Adenosine should also not be given to patients experiencing tightness of the chest (bronchospasm or asthma), Wolff-Parkinson-White (WPW) syndrome (a rare disease that causes irregular heart rhythms), or a low heart rate (bradycardia), since it can worsen symptoms [37, 38].

Food and drinks that contain caffeine, such as coffee, tea, cola, and chocolate, can increase the risk of side effects from adenosine.

Drug Interactions

The following drugs may interact with adenosine:

  • Dipyridamole (Persantine) prevents the breakdown of adenosine so the two should not be taken together.
  • Carbamazepine (Tegretol) and adenosine taken together could result in a dangerously low heart rate.
  • Medications for Gout may be less effective since Gout is an autoimmune disease that leads to a buildup of uric acid in joints and uric acid is produced by the breakdown of adenosine.

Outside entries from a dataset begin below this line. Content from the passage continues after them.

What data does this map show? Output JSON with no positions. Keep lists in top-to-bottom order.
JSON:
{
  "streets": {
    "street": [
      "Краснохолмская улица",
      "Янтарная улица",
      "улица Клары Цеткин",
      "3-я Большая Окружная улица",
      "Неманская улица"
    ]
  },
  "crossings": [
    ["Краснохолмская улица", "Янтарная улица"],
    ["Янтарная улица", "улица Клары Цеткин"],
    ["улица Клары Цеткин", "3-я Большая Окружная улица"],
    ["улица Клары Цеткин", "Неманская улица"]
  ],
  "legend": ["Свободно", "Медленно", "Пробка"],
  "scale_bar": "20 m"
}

To help avoid interactions, your doctor should manage all of your medications carefully. Be sure to tell your doctor about all medications, vitamins, or herbs you’re taking. Talk to your healthcare provider to find out how adenosine might interact with something else you are taking.

For irregular heartbeat (tachycardia), doses of 0.1-0.3 mg/kg intravenous adenosine are most effective [39, 40, 41].

It can be safe after heart transplantation, which commonly causes this type of irregular heartbeat, but at much lower doses (0.025 mg/kg) [42].

Finally, 50 μg/kg/min was administered over 60 min in clinical trials for pain relief [43].


Adenosine (Adenocard) is approved by the FDA and widely used for treating arrhythmias (SVT), surgical pain, nerve pain, and lung hypertension. It is also used to maintain low blood pressure during surgery and to help visualize arteries for aneurysm repair. Adenosine is classified as a miscellaneous antiarrhythmic drug, unlike other antiarrhythmic agents. It achieves its therapeutic effects by acting as an agonist on adenosine receptors in the AV nodal tissue and those in blood vessels.